St. Nektarios of Pentapolis states emphatically that:
"The Eighth OEcumenical Synod has great importance [because] in this Synod Photios was triumphant..., his struggles for the independence of the Eastern Church were crowned with total success, and the Truth of Orthodoxy, for which he had toiled so hard, prevailed.... In a word, the triumph was complete: it was a political, an ecclesiastical, and a personal triumph" [6].
"Our awareness that the great Synod of 879-880 that met in Hagia Sophia was the work of the inspired and far-sighted Patriarch Photios of Constantinople, the Confessor and Equal to the Apostles, the great Father and OEcumenical Teacher of the Church, impels us to believe that “the most fitting honor for the Saint...is that this Synod be reckoned as the Eighth, together with the other seven OEcumenical Synods” [7].
The 9th Ecumenical Council
Before we deal in brief with the Hesychastic Synods of the fourteenth century, it is necessary to highlight a few facts concerning St. Gregory Palamas. He was born in Constantinople in 1296 to aristocratic parents who were devout. Steeped in piety from his earliest years, he developed his natural and acquired gifts to the utmost. He studied philosophy and was destined for a brilliant worldly career in the upper echelons of the government. However, his yearning for God, which consumed him, guided his steps towards monastic renunciation. He lived the ascetic life with self-denial and profound awareness on Mount Papikion in Thrace, on the Holy Mountain (his main abode), and in the Skete of Beroia. He lived in obedience, humility, prayer, repentance, abstinence, self-control, study, and service. He was purified and illumined by the Divine Light, for which he had been searching from his youth with true spiritual thirst. (“Enlighten my darkness” was his constant prayer!) He gave blood and received spirit.
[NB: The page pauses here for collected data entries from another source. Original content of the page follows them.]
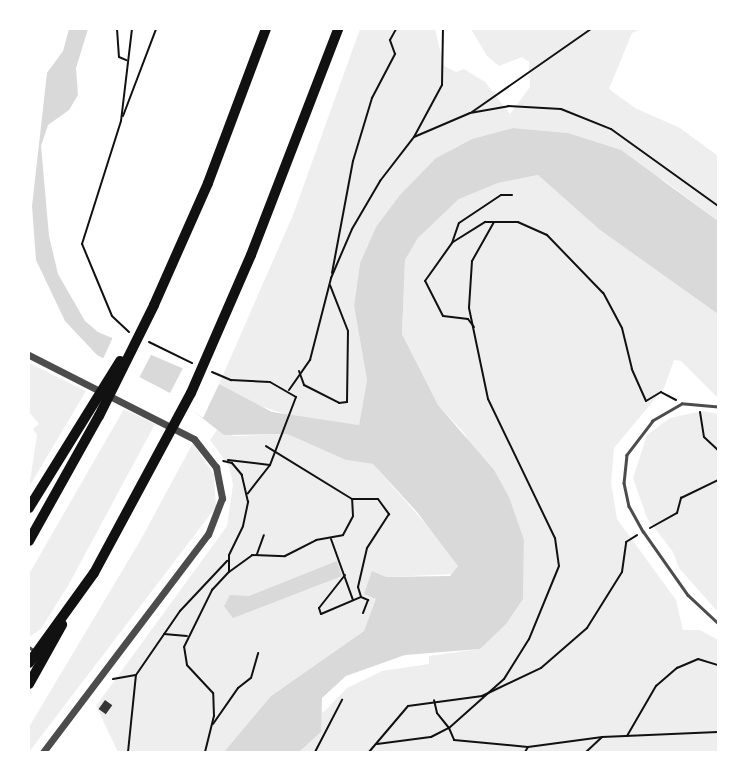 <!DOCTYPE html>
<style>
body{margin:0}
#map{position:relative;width:747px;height:781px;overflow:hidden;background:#fff;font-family:Lato,sans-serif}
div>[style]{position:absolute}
.green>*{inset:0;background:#eee}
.water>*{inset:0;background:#d9d9d9}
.pier>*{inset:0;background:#fff}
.building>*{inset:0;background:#353535;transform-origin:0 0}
.path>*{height:2px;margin:-1px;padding:0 1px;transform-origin:1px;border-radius:1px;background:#111}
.service>*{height:2.5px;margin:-1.25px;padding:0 1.25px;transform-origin:1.25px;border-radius:1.25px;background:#4c4c4c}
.tertiary>*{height:7px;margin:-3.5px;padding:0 3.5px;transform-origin:3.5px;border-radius:3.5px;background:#4c4c4c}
.motorway>*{height:10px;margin:-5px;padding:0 5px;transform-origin:5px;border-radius:5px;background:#111}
span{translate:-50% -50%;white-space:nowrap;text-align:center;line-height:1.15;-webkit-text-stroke:4px #fff;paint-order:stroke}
.frame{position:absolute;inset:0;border:30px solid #fff;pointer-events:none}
</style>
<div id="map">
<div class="green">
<i style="clip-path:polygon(360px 29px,435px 29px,444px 66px,456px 72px,464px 69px,485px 82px,510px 114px,530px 87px,529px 62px,522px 57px,499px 66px,487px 56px,471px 29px,641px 29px,632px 33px,609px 89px,635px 108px,680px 128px,718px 156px,718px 221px,665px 181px,568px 133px,513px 128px,472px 139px,436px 158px,376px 227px,360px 263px,354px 306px,367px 380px,359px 425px,298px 418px,248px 402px,219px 384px,293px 215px)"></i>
<i style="clip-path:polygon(538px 175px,600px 230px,718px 314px,718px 398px,681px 361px,674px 360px,664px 388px,614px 448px,611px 483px,617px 519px,676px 600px,683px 630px,700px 630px,718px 640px,718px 752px,299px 752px,321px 732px,319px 711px,324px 712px,347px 688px,382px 671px,429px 664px,429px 656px,480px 649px,523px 599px,524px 540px,464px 433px,438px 405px,402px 334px,405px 260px,418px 238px,459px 199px,498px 183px)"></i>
<i style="clip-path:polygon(29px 363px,86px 391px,29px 487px,37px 435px,33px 429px,39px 424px,29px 412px)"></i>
<i style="clip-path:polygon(124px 409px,155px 424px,69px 584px,41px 629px,29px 637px,29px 574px)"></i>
<i style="clip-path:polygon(702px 411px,718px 414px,718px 612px,679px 568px,673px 552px,647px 518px,633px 478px,647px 435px,670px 418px)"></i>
<i style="clip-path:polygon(217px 430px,234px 436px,287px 434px,346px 460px,373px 464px,445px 546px,458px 566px,456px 574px,386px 577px,364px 631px,271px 696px,224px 752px,118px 752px,96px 706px,227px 526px,233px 485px,229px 466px,210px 440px)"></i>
<i style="clip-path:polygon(193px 443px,214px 475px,216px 507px,29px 752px,29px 727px,140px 541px)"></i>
</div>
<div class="water">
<i style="clip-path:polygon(69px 29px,88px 29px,76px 68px,78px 95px,69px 110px,48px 125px,41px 146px,49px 236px,58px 274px,85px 321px,98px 332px,219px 384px,272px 412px,359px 425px,367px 380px,354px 306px,360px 263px,376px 227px,400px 195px,436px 158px,472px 139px,513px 128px,568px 133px,621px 150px,718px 221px,718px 314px,600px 230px,538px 175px,498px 183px,459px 199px,418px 238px,405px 260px,402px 334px,438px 405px,494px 470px,509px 497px,524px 540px,523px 599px,506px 624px,480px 649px,405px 655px,346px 676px,322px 698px,321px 732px,299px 752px,224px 752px,271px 696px,364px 631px,376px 599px,364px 594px,372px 571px,386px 577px,450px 576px,458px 566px,417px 512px,373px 464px,346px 460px,287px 434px,224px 435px,170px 393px,97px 355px,65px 321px,36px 260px,32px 206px,47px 73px,63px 51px)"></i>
<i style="clip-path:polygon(337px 561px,342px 576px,233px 618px,224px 606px,230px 595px,249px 596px)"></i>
</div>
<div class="pier">
<i style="clip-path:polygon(113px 337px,152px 353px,138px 380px,102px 361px)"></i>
<i style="clip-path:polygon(183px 368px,220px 382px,203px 418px,169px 395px)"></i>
</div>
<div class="building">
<i style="left:105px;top:700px;width:9px;height:11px;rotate:36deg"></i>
</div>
<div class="path">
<i style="left:117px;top:29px;width:28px;rotate:86deg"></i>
<i style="left:119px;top:57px;width:8px;rotate:23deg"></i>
<i style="left:472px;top:112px;width:145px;rotate:-34.9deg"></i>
<i style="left:123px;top:116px;width:93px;rotate:-69.2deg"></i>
<i style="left:414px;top:137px;width:61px;rotate:-23.2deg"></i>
<i style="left:470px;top:113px;width:39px;rotate:-10deg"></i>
<i style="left:508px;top:106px;width:53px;rotate:3.2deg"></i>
<i style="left:561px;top:109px;width:54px;rotate:21.8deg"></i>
<i style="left:611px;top:129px;width:132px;rotate:35.7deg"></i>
<i style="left:453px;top:242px;width:38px;rotate:-32deg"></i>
<i style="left:485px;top:222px;width:9px"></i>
<i style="left:332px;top:273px;width:114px;rotate:-79.4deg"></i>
<i style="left:353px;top:161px;width:66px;rotate:-73.2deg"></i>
<i style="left:372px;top:98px;width:50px;rotate:-62.4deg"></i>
<i style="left:395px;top:54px;width:15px;rotate:-110deg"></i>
<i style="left:390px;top:40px;width:13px;rotate:-61deg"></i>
<i style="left:474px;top:327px;width:10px;rotate:-127deg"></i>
<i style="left:468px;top:319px;width:25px;rotate:-173deg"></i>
<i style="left:443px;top:316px;width:39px;rotate:-117deg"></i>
<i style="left:425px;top:281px;width:47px;rotate:-54.6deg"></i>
<i style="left:452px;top:243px;width:21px;rotate:-71deg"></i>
<i style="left:459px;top:223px;width:50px;rotate:-33.7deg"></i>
<i style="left:501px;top:195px;width:11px"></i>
<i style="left:129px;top:332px;width:23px;rotate:-137deg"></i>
<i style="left:112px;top:316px;width:78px;rotate:-112.6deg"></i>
<i style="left:82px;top:244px;width:129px;rotate:-72.4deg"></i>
<i style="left:121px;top:121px;width:93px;rotate:-83.2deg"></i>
<i style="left:149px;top:342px;width:48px;rotate:26deg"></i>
<i style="left:299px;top:371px;width:15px;rotate:70deg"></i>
<i style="left:304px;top:385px;width:39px;rotate:27deg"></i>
<i style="left:339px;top:403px;width:8px;rotate:-7deg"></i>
<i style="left:347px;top:402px;width:71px;rotate:-89.2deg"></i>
<i style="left:348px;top:331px;width:49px;rotate:-111.4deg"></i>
<i style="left:212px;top:372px;width:21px;rotate:23deg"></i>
<i style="left:231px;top:380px;width:39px;rotate:3deg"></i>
<i style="left:270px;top:382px;width:30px;rotate:30deg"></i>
<i style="left:296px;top:397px;width:73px;rotate:110.9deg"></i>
<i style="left:270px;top:465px;width:36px;rotate:128deg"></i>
<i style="left:289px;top:390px;width:37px;rotate:-55deg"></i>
<i style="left:310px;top:360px;width:85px;rotate:-75.6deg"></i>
<i style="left:331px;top:278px;width:53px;rotate:-66.8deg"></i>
<i style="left:352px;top:229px;width:56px;rotate:-59.7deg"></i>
<i style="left:380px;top:181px;width:56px;rotate:-52.3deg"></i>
<i style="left:414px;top:137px;width:59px;rotate:-61.7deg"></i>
<i style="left:442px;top:85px;width:56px;rotate:-89deg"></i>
<i style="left:676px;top:400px;width:17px;rotate:-152deg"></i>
<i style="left:661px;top:392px;width:17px;rotate:149deg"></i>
<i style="left:646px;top:401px;width:35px;rotate:-114deg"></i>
<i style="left:632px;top:369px;width:42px;rotate:-103.7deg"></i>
<i style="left:622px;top:328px;width:40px;rotate:-118deg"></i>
<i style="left:603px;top:293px;width:81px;rotate:-134deg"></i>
<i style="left:547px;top:235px;width:32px;rotate:-156deg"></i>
<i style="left:518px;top:222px;width:24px;rotate:180deg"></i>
<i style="left:494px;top:222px;width:45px;rotate:119.4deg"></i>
<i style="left:472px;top:261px;width:47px;rotate:93.7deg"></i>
<i style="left:469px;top:308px;width:93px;rotate:78.2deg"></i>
<i style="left:488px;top:399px;width:154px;rotate:64.3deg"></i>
<i style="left:555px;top:538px;width:28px;rotate:82deg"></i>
<i style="left:559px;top:566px;width:79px;rotate:112.3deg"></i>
<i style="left:529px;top:639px;width:47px;rotate:122deg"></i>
<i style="left:504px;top:679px;width:74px;rotate:138.3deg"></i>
<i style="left:449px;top:728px;width:13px;rotate:67deg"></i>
<i style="left:454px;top:740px;width:74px;rotate:5.4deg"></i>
<i style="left:528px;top:747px;width:75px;rotate:-7.7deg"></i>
<i style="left:602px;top:737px;width:116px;rotate:-2.5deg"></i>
<i style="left:700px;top:412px;width:25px;rotate:81deg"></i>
<i style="left:704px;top:437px;width:19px;rotate:43deg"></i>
<i style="left:228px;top:460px;width:42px;rotate:6.8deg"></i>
<i style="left:352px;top:499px;width:26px"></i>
<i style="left:378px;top:499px;width:19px;rotate:54deg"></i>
<i style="left:389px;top:514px;width:40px;rotate:122.9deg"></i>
<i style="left:367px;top:548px;width:40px;rotate:103deg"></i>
<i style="left:358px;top:587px;width:10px;rotate:73deg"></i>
<i style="left:650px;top:528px;width:31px;rotate:-29deg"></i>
<i style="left:677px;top:513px;width:16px;rotate:-75deg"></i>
<i style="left:681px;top:498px;width:41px;rotate:-25.9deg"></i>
<i style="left:331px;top:539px;width:65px;rotate:70.2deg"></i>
<i style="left:257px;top:554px;width:20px;rotate:-70deg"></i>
<i style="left:229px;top:572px;width:29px;rotate:-36deg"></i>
<i style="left:252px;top:555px;width:33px;rotate:2deg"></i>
<i style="left:285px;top:556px;width:35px;rotate:-27deg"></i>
<i style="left:316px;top:540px;width:27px;rotate:-10deg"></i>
<i style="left:343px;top:535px;width:21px;rotate:-62deg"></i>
<i style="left:353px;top:516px;width:17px;rotate:-93deg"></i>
<i style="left:352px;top:499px;width:101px;rotate:-148.4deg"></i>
<i style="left:345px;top:575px;width:42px;rotate:128.2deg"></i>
<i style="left:319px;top:608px;width:6px;rotate:72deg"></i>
<i style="left:321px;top:614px;width:43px;rotate:-23deg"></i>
<i style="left:361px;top:597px;width:8px;rotate:23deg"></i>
<i style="left:368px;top:600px;width:14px;rotate:111deg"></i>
<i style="left:164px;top:634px;width:23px;rotate:5deg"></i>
<i style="left:113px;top:679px;width:23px;rotate:-10deg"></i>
<i style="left:213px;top:724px;width:44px;rotate:-55.2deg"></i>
<i style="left:238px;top:688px;width:16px;rotate:-38deg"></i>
<i style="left:251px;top:678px;width:26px;rotate:-74deg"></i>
<i style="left:627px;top:736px;width:58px;rotate:-59.9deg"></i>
<i style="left:656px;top:686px;width:28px;rotate:-41deg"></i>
<i style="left:677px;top:668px;width:23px;rotate:-23deg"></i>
<i style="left:698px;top:659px;width:21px;rotate:17deg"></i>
<i style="left:377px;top:744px;width:54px;rotate:-7.4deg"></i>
<i style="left:431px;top:737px;width:20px;rotate:-27deg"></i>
<i style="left:449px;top:728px;width:19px;rotate:-129deg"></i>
<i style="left:437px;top:713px;width:13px;rotate:-103deg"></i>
<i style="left:128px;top:752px;width:77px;rotate:-84.1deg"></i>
<i style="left:136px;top:675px;width:78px;rotate:-55.5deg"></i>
<i style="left:180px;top:611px;width:69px;rotate:-46.8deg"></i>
<i style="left:205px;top:752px;width:37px;rotate:-76deg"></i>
<i style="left:214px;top:716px;width:23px;rotate:-92deg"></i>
<i style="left:213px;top:693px;width:38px;rotate:-133deg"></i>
<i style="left:187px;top:665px;width:18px;rotate:-99deg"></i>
<i style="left:184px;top:647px;width:64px;rotate:-63.8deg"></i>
<i style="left:212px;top:590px;width:25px;rotate:-47deg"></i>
<i style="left:229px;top:572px;width:17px;rotate:-90deg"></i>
<i style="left:229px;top:555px;width:32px;rotate:-64deg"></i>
<i style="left:243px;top:526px;width:25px;rotate:-78deg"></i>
<i style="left:248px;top:502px;width:28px;rotate:-103deg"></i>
<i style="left:242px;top:475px;width:16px;rotate:-130deg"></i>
<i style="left:232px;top:463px;width:9px;rotate:-167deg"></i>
<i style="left:315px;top:752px;width:59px;rotate:-62.6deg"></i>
<i style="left:369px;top:752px;width:60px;rotate:-49.7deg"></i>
<i style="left:408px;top:706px;width:75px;rotate:-7.7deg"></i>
<i style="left:482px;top:696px;width:65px;rotate:-25.4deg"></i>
<i style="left:541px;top:668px;width:61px;rotate:-41deg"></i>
<i style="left:587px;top:628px;width:66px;rotate:-58deg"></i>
<i style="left:622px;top:572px;width:30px;rotate:-82deg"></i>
<i style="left:626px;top:542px;width:13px;rotate:-32deg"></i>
<i style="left:525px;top:752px;width:6px;rotate:-59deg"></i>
<i style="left:586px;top:752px;width:22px;rotate:-43deg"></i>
</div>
<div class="service">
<i style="left:718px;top:407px;width:36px;rotate:-175deg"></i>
<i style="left:682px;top:404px;width:34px;rotate:150deg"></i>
<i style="left:653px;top:421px;width:43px;rotate:127.4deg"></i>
<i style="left:627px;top:455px;width:28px;rotate:96deg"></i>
<i style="left:624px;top:483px;width:24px;rotate:78deg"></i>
<i style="left:629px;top:506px;width:29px;rotate:61deg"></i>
<i style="left:643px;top:531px;width:78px;rotate:54.9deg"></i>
<i style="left:688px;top:595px;width:41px;rotate:43deg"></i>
<i style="left:29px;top:647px;width:7px;rotate:34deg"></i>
</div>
<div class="tertiary">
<i style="left:29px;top:355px;width:185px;rotate:27deg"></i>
<i style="left:194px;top:439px;width:36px;rotate:52deg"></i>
<i style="left:216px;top:467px;width:32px;rotate:79deg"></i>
<i style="left:222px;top:498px;width:39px;rotate:111deg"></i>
<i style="left:208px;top:534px;width:273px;rotate:127.1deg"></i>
</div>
<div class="motorway">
<i style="left:29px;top:508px;width:173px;rotate:-58.2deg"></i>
<i style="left:29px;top:541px;width:143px;rotate:-60.8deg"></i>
<i style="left:99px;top:416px;width:124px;rotate:-63.6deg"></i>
<i style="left:154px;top:305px;width:133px;rotate:-66.1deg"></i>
<i style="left:208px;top:183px;width:165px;rotate:-69.4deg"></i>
<i style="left:29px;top:663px;width:111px;rotate:-54.2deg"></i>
<i style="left:94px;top:573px;width:204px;rotate:-61.7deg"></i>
<i style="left:191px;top:393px;width:150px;rotate:-66.5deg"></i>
<i style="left:251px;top:255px;width:242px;rotate:-68.9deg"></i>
<i style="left:29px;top:684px;width:68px;rotate:-60.8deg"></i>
</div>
<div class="frame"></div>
</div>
He received the charism of theology from on high, becoming an unerring theologian of Tradition. As a Prophet of the New Grace, he truly was able to be a spokesman of God, a herald of Grace, and a scourge of heresies. He also proved to be a Confessor of the Faith. Imprisoned in 1343 and deposed by those sympathetic to heresy in 1344, he was released, vindicated, and consecrated a Hierarch in 1347. Reposing in the Lord in November of 1359, his sanctity was proclaimed shortly thereafter in 1368 through an appeal to his many and impressive miracles.
Hesychasm
"St. Gregory Palamas is renowned as a Hesychast theologian and as a champion of Hesychasm. Hesychasm was not something new in the Church, formed a posteriori and supposedly under the influence of alien principles, systems, and sources. Hesychasm exists in the essence and at the core of our Evangelical Faith. It is Orthodox piety, the way and method of man’s inner purification and his return to God. It is the ascesis and struggle against the passions through repentance and virtue. It is the attentive and persistent expulsion of evil thoughts and the guarding of the heart lest they enter into it. It is watchfulness, that is, the gathering of the mind (νοῦς) in the heart, primarily through the monologistic [literally, a single-worded prayer continuously recited] prayer, “Lord Jesus Christ, have mercy on me!” It is mourning (πένθος), self-condemnation and self-reproach, exertion, bodily pain, and a change of orientation towards a correct course and choice of life, so as to elicit Divine mercy. It is sharing in the joy of worship, Eucharistic and liturgical participation, and union with God and men in Truth and Grace. It is a healthy social life of self-sacrifice and self-giving.